Get Yer New American Land Edition Here

“The record company, Rosie, just gave me a big advance!”

So Bruce Springsteen’s label & management have cooked up a nice little scheme. They’ve released a new “American Land Edition” of Springsteen’s Pete Seeger tribute, We Shall Overcome, just in case listeners would like to revisit a work that has faded into rock & roll history since its original release back in, um, April. But for Springsteen devotees who actually bought the record in the spring, don’t worry, you haven’t been forgotten – the new “edition” has a few “bonus tracks” that weren’t on the first. Just for you.


I’m trying to wrap my head around possible rationales for this, and I can only come up with one. Fewer and fewer people care about Springsteen these days (especially a record of Springsteen doing Seeger covers, though at least it’s not one of his stultifying all-acoustic affairs), so in the face of declining market share, the thing to do is target the small group of people who really care, and try to get them to buy the same record twice.

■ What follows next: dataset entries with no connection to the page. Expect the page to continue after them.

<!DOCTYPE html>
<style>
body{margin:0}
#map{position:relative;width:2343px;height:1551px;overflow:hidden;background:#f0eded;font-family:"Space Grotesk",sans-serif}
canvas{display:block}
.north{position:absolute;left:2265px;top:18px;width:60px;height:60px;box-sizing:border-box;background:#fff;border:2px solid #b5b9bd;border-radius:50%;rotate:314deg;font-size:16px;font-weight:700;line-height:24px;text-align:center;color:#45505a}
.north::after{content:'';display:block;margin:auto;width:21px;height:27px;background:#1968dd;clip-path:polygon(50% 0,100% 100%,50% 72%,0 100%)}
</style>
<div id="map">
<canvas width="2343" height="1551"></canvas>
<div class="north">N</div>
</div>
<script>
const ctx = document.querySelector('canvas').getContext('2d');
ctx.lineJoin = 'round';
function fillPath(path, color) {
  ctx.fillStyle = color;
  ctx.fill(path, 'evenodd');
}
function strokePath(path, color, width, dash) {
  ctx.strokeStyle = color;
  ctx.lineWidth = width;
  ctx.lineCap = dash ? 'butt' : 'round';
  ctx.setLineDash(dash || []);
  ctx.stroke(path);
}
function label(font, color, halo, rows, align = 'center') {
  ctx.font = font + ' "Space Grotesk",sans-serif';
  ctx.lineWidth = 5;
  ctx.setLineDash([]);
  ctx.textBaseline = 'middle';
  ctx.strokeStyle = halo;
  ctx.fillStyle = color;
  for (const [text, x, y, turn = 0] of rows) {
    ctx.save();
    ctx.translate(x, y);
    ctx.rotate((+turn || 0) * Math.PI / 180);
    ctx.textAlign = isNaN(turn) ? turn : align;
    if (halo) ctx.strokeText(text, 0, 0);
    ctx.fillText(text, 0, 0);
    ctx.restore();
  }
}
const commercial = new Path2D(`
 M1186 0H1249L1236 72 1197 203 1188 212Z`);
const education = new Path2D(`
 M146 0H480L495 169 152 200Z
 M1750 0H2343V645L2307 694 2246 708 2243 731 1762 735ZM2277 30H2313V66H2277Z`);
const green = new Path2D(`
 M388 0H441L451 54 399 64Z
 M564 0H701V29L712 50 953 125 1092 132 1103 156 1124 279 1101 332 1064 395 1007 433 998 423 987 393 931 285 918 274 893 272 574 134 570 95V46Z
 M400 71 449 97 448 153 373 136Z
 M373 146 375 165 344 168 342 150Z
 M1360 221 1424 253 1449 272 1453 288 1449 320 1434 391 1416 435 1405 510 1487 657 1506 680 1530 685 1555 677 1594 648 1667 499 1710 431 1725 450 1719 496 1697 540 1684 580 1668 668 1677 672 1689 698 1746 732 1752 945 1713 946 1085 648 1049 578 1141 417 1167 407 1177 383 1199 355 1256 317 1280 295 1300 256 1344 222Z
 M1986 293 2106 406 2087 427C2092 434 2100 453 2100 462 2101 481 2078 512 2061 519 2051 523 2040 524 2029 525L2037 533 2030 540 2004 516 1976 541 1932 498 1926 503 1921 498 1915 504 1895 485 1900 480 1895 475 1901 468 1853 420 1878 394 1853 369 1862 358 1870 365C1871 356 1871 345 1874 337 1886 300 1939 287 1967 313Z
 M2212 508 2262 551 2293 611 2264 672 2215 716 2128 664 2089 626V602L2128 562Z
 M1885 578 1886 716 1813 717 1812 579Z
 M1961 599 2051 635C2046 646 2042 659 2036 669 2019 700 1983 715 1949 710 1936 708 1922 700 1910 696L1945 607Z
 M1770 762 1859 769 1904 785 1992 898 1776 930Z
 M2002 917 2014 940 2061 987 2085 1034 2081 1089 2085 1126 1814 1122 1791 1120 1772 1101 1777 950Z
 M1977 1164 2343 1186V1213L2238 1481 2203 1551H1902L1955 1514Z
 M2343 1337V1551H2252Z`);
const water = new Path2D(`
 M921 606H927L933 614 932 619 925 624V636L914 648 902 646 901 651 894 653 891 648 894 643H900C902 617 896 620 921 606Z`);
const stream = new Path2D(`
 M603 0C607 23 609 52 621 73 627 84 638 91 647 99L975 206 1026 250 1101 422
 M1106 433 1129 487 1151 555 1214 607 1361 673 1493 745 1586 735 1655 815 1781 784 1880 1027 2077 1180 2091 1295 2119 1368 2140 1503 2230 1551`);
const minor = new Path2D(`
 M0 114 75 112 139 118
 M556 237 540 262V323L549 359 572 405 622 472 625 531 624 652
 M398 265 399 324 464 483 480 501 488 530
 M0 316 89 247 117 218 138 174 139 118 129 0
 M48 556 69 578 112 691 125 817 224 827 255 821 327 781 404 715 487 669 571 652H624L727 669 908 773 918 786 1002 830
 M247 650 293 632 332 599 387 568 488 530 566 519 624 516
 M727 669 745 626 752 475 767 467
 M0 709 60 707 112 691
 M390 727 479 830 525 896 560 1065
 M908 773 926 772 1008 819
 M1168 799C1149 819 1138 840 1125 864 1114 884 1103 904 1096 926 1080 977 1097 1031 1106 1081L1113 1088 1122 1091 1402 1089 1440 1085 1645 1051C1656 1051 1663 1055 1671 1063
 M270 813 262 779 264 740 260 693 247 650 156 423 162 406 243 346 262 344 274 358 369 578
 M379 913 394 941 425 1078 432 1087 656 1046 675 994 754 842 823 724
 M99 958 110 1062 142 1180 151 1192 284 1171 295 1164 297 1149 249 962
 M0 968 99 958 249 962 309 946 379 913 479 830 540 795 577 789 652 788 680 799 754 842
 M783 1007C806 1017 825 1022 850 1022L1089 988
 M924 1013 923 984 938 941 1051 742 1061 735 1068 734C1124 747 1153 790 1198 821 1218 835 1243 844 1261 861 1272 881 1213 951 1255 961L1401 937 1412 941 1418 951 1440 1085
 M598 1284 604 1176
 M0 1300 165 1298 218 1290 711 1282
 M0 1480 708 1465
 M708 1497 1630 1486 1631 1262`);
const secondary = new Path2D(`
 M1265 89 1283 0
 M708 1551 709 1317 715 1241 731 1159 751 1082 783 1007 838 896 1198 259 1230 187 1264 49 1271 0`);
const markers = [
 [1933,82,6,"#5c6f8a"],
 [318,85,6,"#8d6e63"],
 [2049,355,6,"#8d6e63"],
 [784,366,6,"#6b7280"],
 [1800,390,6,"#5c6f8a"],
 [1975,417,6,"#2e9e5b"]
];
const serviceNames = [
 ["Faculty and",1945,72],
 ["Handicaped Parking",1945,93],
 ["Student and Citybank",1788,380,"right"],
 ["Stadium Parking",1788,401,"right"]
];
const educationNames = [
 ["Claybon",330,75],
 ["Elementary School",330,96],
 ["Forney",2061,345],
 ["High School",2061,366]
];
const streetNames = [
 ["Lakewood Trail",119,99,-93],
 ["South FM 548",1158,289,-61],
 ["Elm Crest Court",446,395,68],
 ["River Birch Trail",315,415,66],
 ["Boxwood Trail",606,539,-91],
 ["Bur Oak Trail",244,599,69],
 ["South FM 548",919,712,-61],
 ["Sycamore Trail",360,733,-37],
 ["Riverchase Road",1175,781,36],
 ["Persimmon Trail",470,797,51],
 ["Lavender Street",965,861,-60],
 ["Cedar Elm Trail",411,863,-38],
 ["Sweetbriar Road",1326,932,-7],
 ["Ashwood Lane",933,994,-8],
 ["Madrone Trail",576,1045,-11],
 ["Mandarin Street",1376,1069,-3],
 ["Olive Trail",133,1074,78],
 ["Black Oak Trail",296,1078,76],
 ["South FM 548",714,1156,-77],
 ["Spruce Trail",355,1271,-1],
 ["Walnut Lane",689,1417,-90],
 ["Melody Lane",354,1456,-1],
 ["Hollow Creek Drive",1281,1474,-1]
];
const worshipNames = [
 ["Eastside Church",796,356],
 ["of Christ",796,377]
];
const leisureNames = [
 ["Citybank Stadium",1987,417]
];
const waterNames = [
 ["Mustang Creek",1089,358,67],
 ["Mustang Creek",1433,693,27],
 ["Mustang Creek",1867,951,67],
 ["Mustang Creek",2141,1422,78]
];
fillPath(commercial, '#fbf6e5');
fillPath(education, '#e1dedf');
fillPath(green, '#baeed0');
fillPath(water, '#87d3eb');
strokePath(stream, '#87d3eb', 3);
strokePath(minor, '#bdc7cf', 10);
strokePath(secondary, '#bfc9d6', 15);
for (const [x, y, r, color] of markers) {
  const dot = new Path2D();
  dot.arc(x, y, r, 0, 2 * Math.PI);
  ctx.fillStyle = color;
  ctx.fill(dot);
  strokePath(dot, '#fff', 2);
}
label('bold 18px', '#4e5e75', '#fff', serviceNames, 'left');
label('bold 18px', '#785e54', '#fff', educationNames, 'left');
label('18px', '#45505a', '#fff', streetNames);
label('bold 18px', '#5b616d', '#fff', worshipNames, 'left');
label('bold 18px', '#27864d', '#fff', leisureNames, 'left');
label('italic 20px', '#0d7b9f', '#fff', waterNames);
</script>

Sadly, there’s some precedent for this kind of thing. You may remember Tracks, the mostly-terrific four-CD set of career-spanning studio outtakes that Springsteen released back in 1998. Great collection, well worth the box-set sticker price, but probably only of interest to hardcore Springsteen fans. And predictably, the much larger group of non-hardcore Springsteen fans didn’t buy it. At which point the label wisely decided to reach out to the non-hardcore market by distilling the box set down to a single-disc compilation, 18 Tracks. But the label also wanted to make some more money from the hardcores, so three of those 18 Tracks were previously unreleased, not to be found elsewhere.


I know, I know, this kind of thing is common and it sounds naïve to be complaining about it. There’s a long history of greatest-hits comps from all kinds of artists that include a throwaway new track or two, for instance. And this is a free country and a free market and if you don’t think something’s worthwhile you don’t have to buy it, etc etc.

But isn’t it galling that the more you care about an artist, the more the label sees that passion as leverage it can use to extract a disproportionate amount of your money? And isn’t it curious that an artist who’s renowned for his supposed empathy for and connection to his fans is apparently so blasé about exploiting the most loyal of them?